===== DATA PROVIDED =====

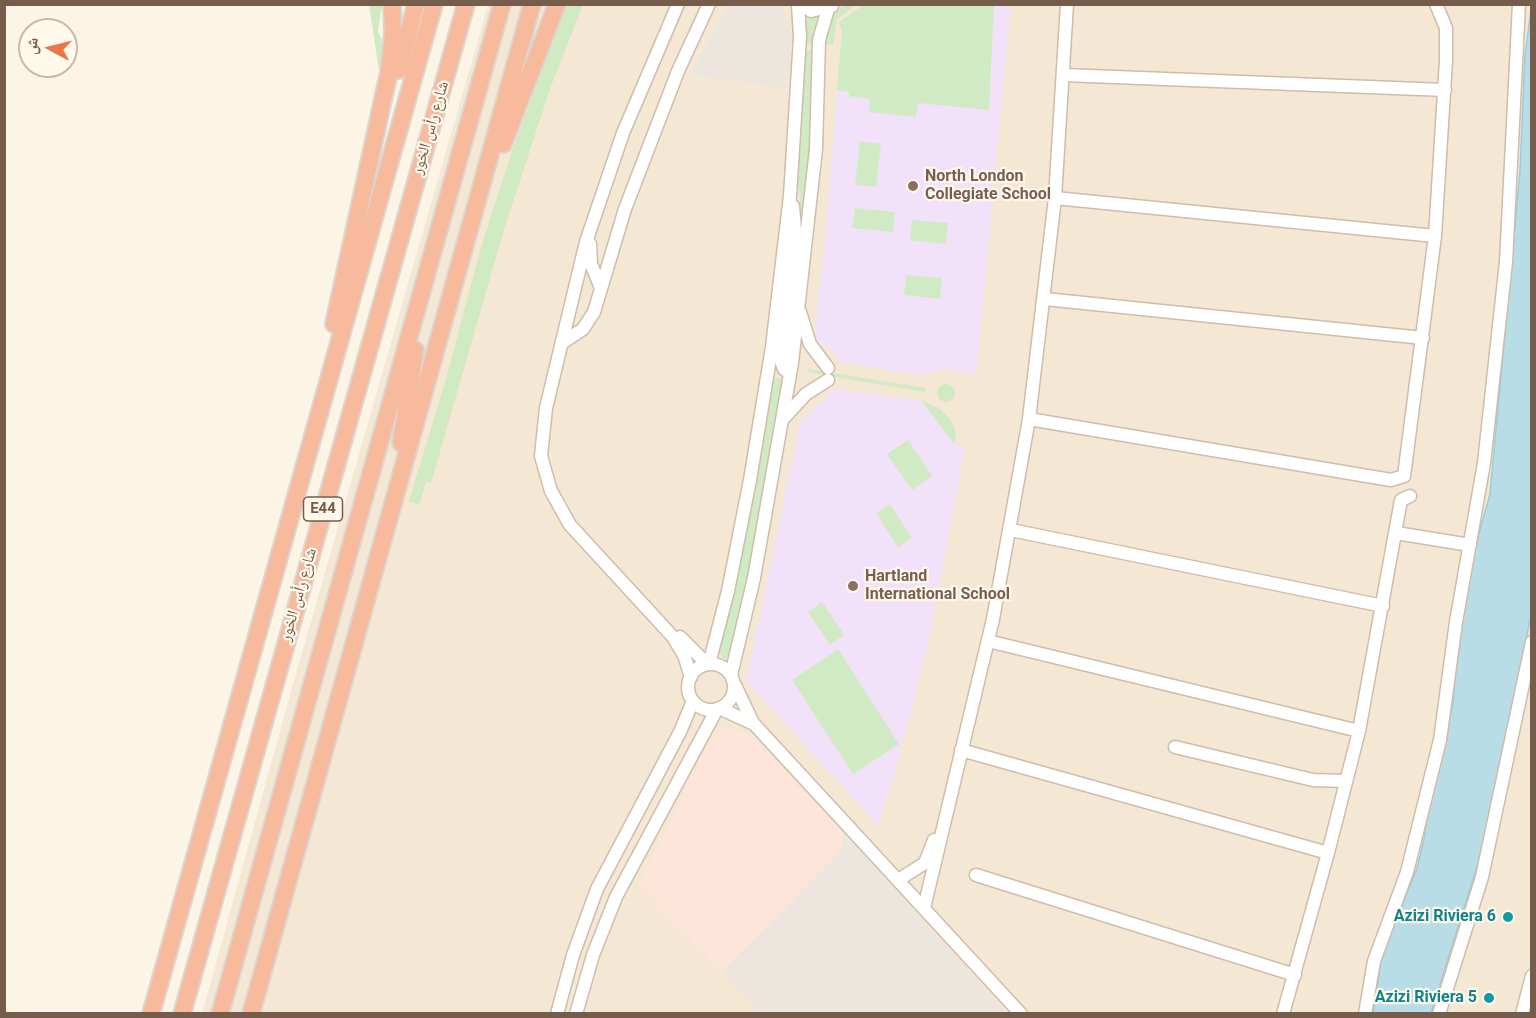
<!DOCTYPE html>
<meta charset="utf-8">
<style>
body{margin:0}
#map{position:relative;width:1536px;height:1018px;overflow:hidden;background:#fcf5e5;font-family:Roboto,"Noto Naskh Arabic",sans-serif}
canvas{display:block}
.frame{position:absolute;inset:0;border:6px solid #765c4a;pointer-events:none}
.north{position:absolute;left:18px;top:18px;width:60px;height:60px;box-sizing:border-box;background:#fff9eb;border:2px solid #c8baab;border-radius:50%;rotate:277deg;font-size:16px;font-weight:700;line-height:24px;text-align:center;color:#765c4a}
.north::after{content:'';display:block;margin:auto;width:21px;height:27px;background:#e77749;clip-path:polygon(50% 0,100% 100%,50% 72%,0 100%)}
</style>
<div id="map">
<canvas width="1536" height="1018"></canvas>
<div class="frame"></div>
<div class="north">ش</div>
</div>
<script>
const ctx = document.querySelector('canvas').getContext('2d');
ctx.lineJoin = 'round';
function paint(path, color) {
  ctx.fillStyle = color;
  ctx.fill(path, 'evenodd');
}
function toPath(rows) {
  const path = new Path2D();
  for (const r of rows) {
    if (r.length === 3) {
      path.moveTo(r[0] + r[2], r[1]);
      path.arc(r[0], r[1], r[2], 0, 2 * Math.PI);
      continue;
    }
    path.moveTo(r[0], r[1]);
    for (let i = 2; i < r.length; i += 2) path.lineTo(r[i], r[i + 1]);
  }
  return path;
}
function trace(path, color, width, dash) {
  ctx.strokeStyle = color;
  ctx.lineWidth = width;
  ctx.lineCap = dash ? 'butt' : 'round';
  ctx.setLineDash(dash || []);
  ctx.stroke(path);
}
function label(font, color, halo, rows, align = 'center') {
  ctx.font = font + ' Roboto,"Noto Naskh Arabic",sans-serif';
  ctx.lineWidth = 4.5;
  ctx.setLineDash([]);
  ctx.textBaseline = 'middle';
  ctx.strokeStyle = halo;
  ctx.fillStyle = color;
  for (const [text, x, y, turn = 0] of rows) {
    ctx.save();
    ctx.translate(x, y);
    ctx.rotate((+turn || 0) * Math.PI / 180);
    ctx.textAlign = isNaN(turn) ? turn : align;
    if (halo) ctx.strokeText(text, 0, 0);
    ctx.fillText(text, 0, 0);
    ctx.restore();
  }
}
paint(toPath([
 [488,5,1531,5,1531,1013,202,1014,293,684]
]), '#f4e7d3');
paint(toPath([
 [734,729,746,733,844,833,841,851,722,971,638,885,712,738,722,730]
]), '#fde6d9');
paint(toPath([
 [729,5,783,5,791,38,787,88,691,74],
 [844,833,1007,1013,763,1013,722,971,841,851]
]), '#ece6df');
paint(toPath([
 [885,5,1011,5,976,375,946,369,929,374,911,374,836,361,837,352,822,345,816,337,815,329,827,221,842,31],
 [830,388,922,401,954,444,965,447,932,624,912,710,879,826,746,681,801,420,829,396]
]), '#f2e2f9');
paint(toPath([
 [369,5,382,5,378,31,383,43,379,70],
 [567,5,583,5,551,86,505,226,431,483,426,482,419,505,409,501,447,376,481,247,515,142],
 [844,5,856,5,837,19,833,45,824,44,832,16],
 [864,5,994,5,989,110,918,103,916,117,869,112,870,99,849,96,849,92,837,90,842,32,839,22],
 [806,17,817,18,813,45,804,44],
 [804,50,814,51,807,200,785,345,801,208,797,175],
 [860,141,881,144,876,187,855,185],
 [855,208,895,212,893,232,852,228],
 [912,220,948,223,946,244,910,240],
 [906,275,942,278,940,299,904,295],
 [808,369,925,388,925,392,807,372],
 [779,377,783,382,749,574,730,655,724,659,719,652,756,482,772,382],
 [946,393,9],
 [922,401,940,409,952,422,956,433,954,444],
 [908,440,932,476,912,490,887,454],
 [890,504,912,538,898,547,876,513],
 [822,602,844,635,830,645,808,612],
 [838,649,899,744,853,774,792,680]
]), '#d0eac3');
const water = toPath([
 [1531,10,1531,616,1479,860,1431,1013,1373,1014,1382,954,1417,868,1424,839,1429,802,1453,704,1457,647,1471,562,1490,494,1520,171,1525,55,1531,10]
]);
paint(water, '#b9dde6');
trace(water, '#9fcbd8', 1.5);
const minor = toPath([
 [678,4,623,133,586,242,546,408,541,456,551,491,570,525,673,637,684,655,691,677],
 [800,4,811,11,832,6],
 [1064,75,1445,90],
 [1055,198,1435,236],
 [590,244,591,264,601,288],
 [1045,299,1423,338],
 [800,312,810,344,828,368],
 [562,343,583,329,594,312,625,209,678,71,709,4],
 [790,374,784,369,781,361,795,230,793,206],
 [783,419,806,394,828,380],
 [1029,419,1391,480,1404,476,1435,236,1446,60,1446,28,1436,4],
 [1011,530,1383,606],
 [1396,533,1470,545],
 [680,637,707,664],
 [988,641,1359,731],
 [709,664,728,591,750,480,772,347,790,196,800,37,798,4],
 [711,687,23],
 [731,675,754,578,792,363,816,149,819,40,828,9],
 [735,685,752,721],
 [719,708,754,724,1021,1014],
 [1175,747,1313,780,1346,781],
 [961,750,1328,853],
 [976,875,1295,975],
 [898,880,925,863,934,840],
 [924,908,993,619,1029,419,1055,198,1067,4],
 [557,1014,573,955,597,889,680,732,693,701],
 [576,1014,593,955,616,897,717,709],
 [1283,1014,1328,853,1359,731,1401,500,1410,496],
 [1365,1014,1374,961,1407,872,1440,740,1456,622,1484,463,1506,262,1519,4],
 [1439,1014,1482,877,1532,642],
 [1522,1014,1532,976]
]);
const highway = toPath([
 [399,70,416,4],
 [503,144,557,4],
 [334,324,389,72,393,34,392,4],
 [401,443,415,350],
 [151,1014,434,4],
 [182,1014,466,4],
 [220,1014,502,4],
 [251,1014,532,4]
]);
trace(minor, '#cebdab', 15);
trace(highway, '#dbd5d0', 20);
trace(minor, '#fff', 12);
trace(highway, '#f7ba9c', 16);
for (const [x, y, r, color] of [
 [913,186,6,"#8d6e63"],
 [853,586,6,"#8d6e63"],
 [1508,917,6,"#0f9aa8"],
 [1489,998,6,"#0f9aa8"]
]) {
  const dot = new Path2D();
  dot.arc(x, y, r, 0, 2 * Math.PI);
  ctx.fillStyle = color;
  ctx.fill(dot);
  trace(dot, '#fff9eb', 2);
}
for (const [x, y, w] of [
 [323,509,39]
]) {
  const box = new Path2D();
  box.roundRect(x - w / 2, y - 12, w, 24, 4.5);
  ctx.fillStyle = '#fff9eb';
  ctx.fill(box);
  trace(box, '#765c4a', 1.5);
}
label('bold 15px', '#765c4a', null, [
 ["E44",323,509]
]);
label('16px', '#765c4a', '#fff9eb', [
 ["شارع رأس الخور",431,128,-74],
 ["شارع رأس الخور",299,595,-74]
]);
label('bold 16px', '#785e54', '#fff9eb', [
 ["North London",925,177],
 ["Collegiate School",925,195],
 ["Hartland",865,577],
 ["International School",865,595]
], 'left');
label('bold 16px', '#0d838f', '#fff9eb', [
 ["Azizi Riviera 6",1496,917],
 ["Azizi Riviera 5",1477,998]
], 'right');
</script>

=====

When a line in the listing has the word "strokeStyle", return that line.

  ctx.strokeStyle = color;
  ctx.strokeStyle = halo;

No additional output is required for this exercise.